◆ TRY IT ◆
All lines in the data bearing the string "shop" should be identified and copied.

[Dataset entries]
╭──
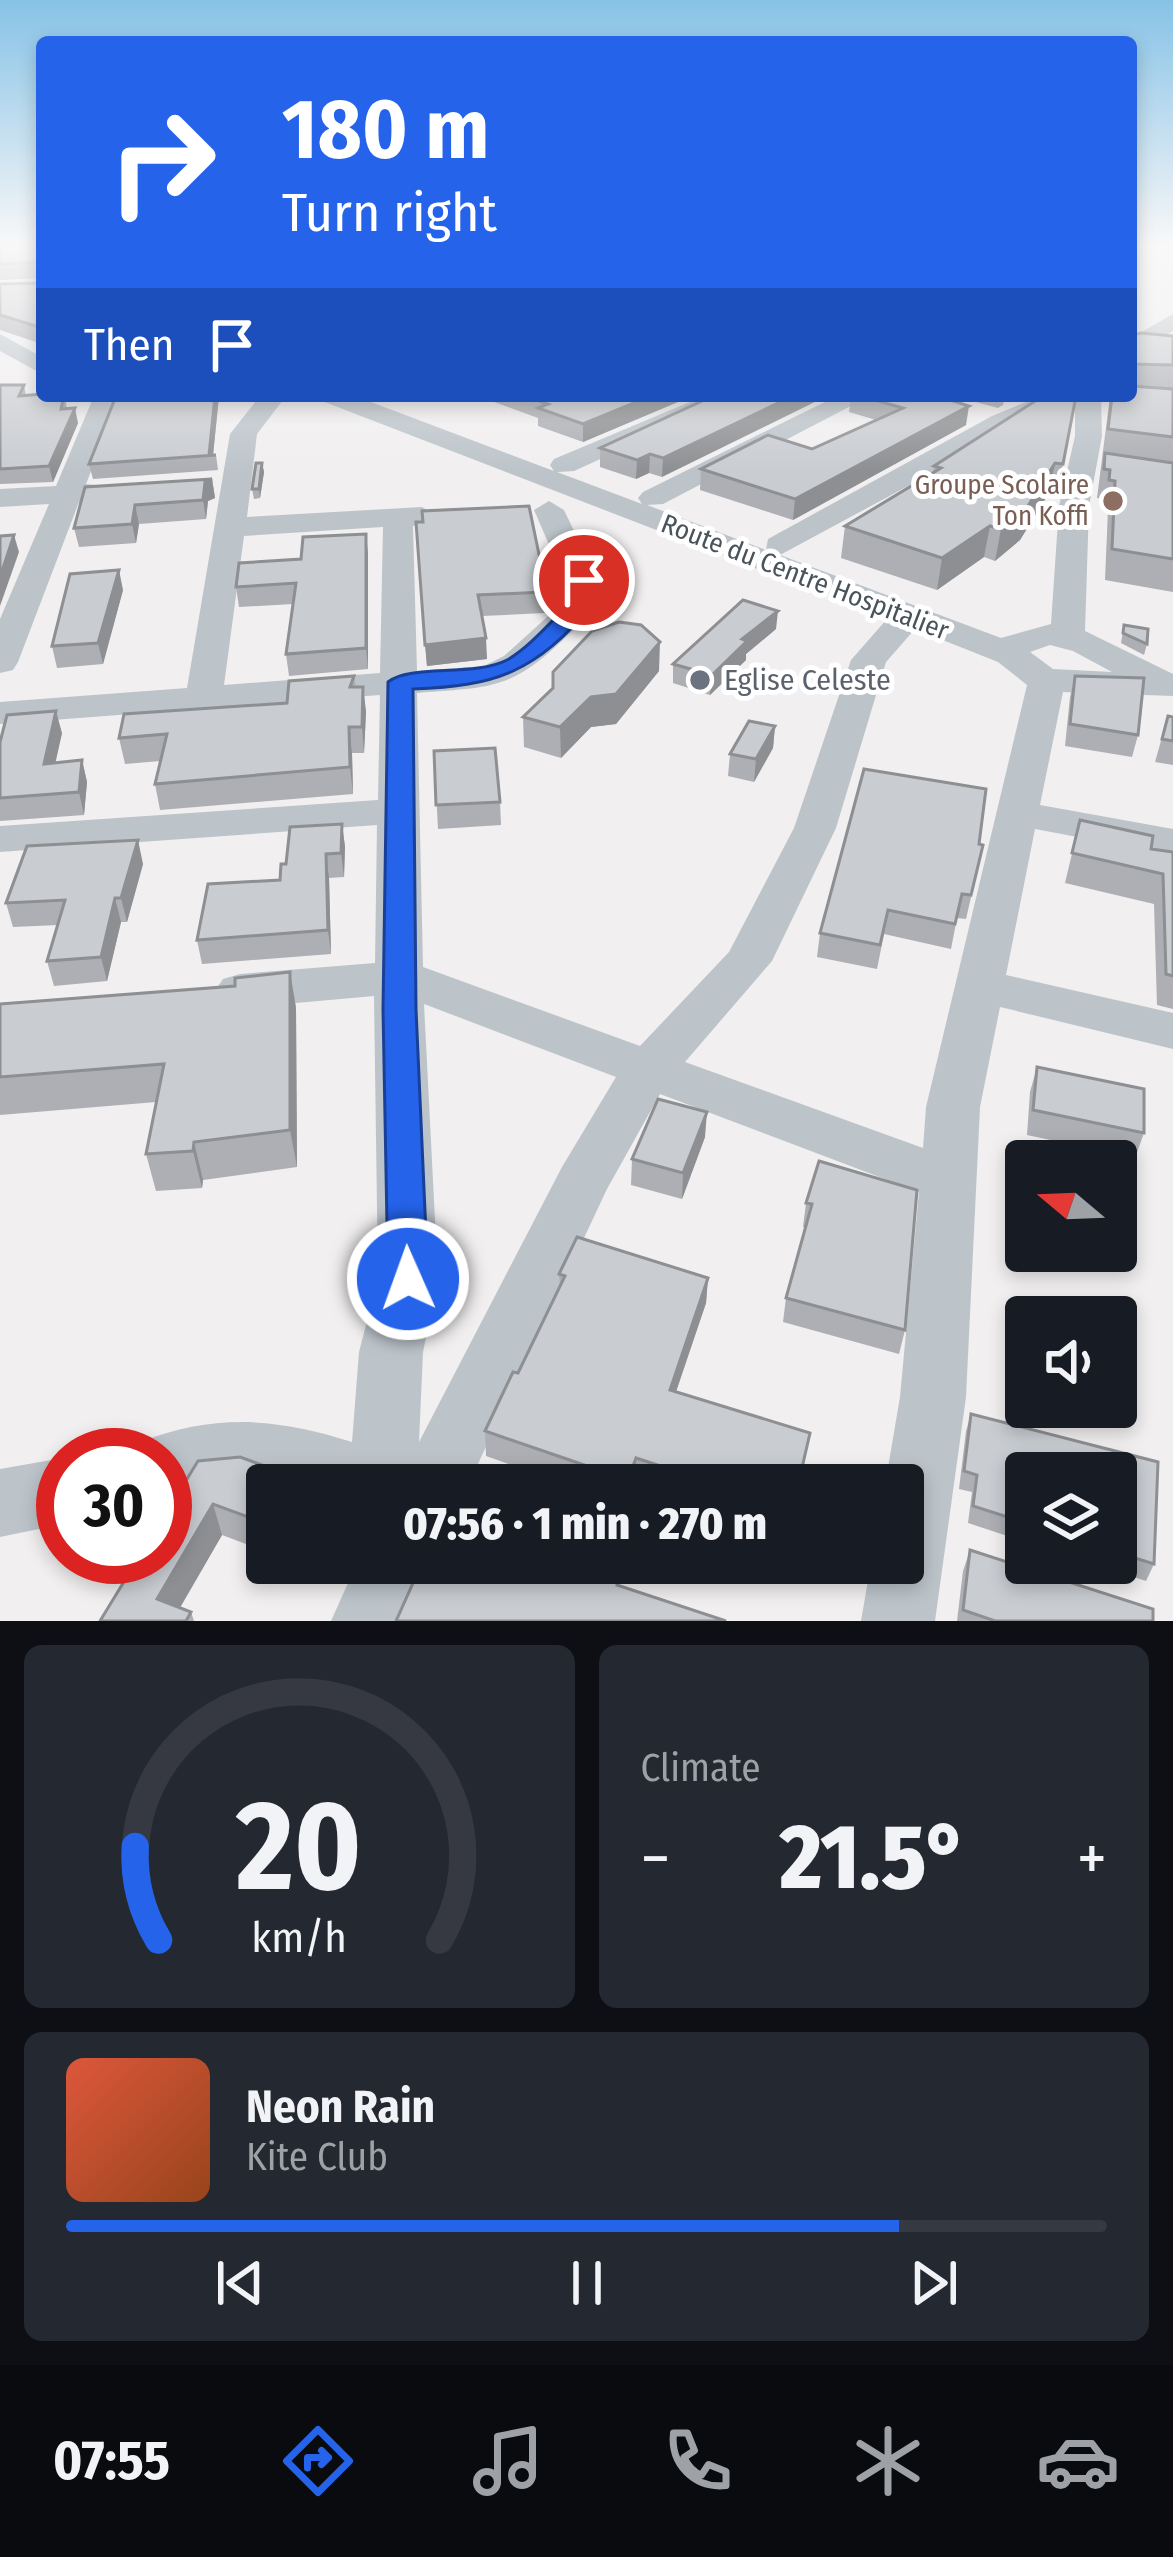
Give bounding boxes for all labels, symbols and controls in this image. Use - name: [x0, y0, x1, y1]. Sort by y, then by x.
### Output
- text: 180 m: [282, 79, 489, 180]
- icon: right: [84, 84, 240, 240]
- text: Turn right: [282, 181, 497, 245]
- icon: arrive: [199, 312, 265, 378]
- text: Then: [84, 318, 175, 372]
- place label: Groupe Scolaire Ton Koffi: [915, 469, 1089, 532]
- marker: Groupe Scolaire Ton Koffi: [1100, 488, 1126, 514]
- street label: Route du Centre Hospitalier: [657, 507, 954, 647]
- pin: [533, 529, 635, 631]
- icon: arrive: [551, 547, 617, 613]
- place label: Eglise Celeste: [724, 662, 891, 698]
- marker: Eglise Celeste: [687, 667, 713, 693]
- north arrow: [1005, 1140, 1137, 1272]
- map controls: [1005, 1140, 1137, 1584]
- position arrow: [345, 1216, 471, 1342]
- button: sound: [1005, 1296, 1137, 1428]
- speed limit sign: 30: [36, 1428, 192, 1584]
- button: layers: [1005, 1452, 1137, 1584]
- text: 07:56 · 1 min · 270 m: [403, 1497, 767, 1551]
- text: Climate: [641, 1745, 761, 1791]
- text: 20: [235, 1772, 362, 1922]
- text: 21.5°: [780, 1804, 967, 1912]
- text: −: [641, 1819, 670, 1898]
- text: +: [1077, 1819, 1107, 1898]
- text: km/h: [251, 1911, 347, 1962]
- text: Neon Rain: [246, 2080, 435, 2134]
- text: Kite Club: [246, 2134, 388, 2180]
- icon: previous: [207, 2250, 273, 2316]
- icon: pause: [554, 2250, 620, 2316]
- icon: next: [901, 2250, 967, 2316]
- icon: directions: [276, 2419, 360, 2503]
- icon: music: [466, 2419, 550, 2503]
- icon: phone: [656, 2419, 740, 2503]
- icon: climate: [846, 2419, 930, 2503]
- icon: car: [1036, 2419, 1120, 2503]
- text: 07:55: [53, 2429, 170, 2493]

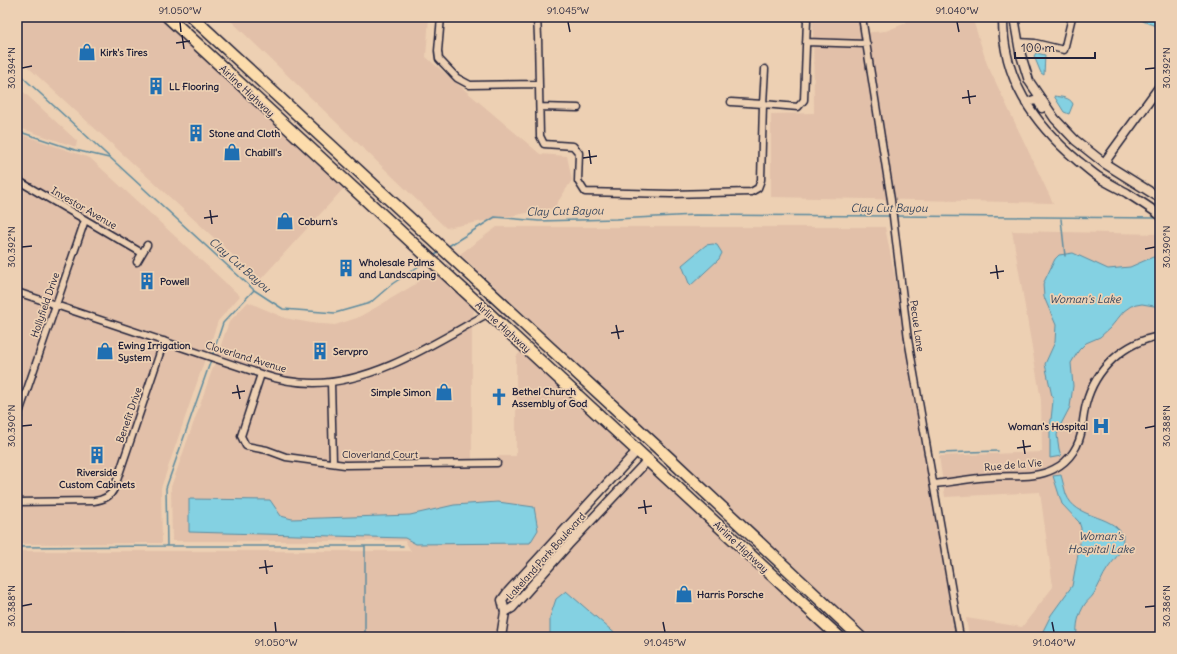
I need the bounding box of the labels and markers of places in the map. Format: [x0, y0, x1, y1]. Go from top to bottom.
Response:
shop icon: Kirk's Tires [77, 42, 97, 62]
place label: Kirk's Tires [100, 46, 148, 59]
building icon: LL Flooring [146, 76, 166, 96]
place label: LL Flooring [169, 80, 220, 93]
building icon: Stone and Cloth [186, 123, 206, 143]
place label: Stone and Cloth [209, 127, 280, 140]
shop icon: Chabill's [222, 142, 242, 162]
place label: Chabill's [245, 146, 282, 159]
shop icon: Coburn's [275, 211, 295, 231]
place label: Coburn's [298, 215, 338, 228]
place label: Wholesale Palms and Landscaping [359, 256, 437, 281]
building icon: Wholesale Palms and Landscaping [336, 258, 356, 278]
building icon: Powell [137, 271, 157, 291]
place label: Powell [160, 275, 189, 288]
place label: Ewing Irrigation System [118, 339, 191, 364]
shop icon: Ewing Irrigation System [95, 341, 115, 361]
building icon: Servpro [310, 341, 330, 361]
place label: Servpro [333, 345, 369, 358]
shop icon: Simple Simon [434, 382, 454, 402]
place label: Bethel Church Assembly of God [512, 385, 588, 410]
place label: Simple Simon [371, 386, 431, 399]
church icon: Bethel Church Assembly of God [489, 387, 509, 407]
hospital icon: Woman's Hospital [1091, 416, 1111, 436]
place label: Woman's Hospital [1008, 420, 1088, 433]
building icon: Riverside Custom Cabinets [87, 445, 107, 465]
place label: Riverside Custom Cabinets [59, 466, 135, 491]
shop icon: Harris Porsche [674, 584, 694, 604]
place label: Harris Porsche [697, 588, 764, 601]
╰──
╭──
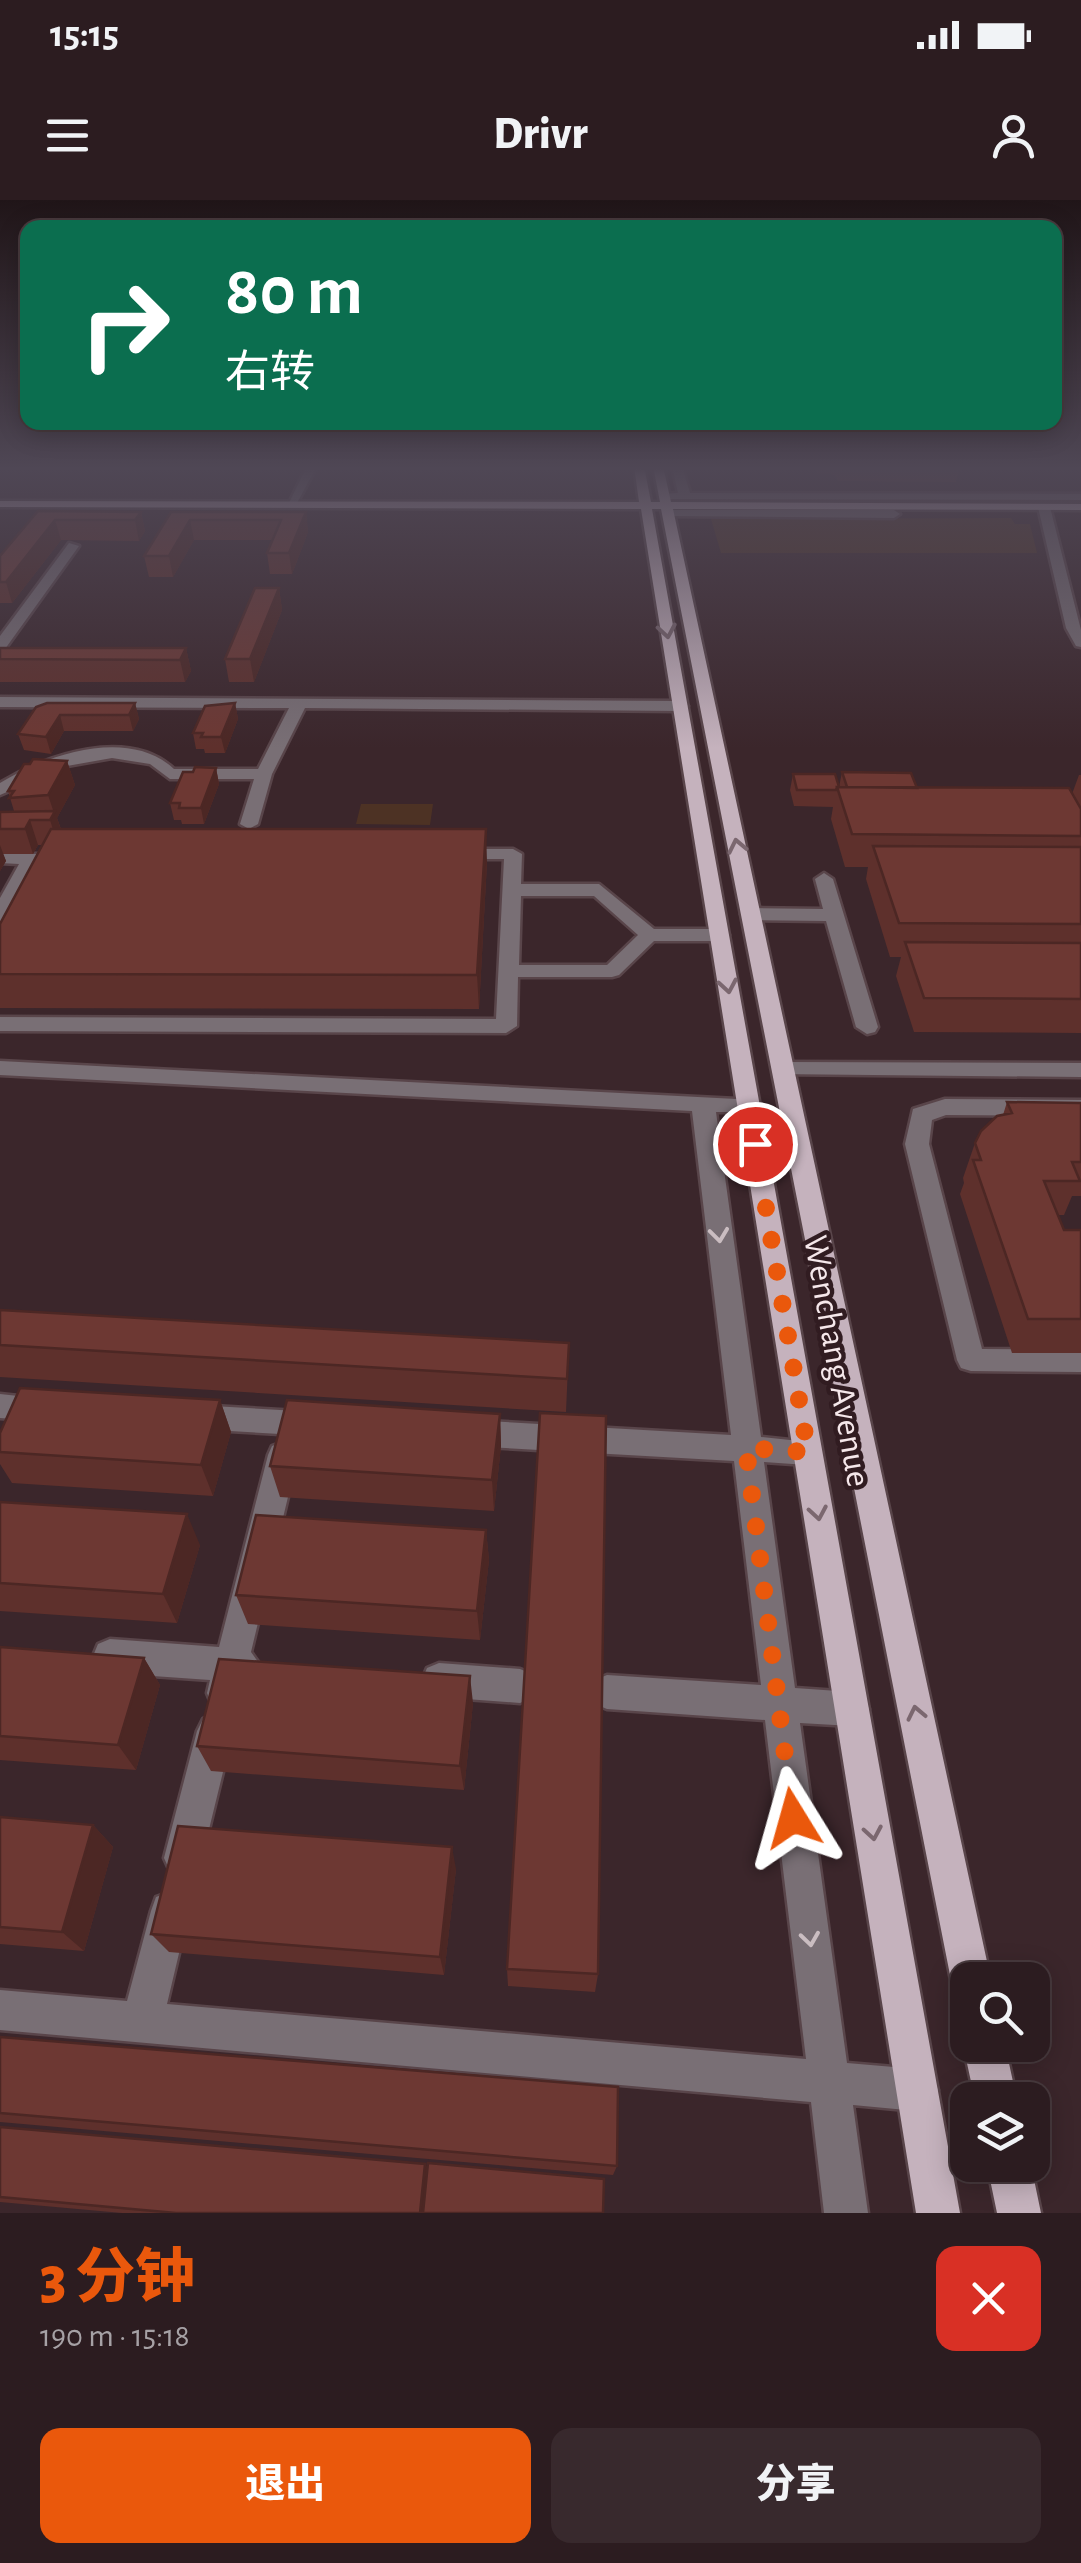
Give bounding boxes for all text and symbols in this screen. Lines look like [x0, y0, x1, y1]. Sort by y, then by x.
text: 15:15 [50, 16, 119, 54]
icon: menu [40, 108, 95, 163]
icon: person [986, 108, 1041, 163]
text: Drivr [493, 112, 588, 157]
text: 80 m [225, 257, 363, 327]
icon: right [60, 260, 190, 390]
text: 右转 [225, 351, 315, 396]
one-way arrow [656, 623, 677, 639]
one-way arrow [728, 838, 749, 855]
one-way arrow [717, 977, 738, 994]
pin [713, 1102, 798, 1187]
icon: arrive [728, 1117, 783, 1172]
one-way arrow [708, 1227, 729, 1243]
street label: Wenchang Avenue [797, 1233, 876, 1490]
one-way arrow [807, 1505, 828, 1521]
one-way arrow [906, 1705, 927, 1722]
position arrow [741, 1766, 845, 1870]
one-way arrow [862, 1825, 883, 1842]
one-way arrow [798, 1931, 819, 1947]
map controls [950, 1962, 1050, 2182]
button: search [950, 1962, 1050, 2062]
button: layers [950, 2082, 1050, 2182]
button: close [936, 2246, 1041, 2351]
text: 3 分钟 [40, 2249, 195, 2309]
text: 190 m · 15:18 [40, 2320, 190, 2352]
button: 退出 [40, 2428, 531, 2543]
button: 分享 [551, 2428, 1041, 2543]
╰──
◆ TASK RESPONSE ◆
shop icon: Kirk's Tires [77, 42, 97, 62]
shop icon: Chabill's [222, 142, 242, 162]
shop icon: Coburn's [275, 211, 295, 231]
shop icon: Ewing Irrigation System [95, 341, 115, 361]
shop icon: Simple Simon [434, 382, 454, 402]
shop icon: Harris Porsche [674, 584, 694, 604]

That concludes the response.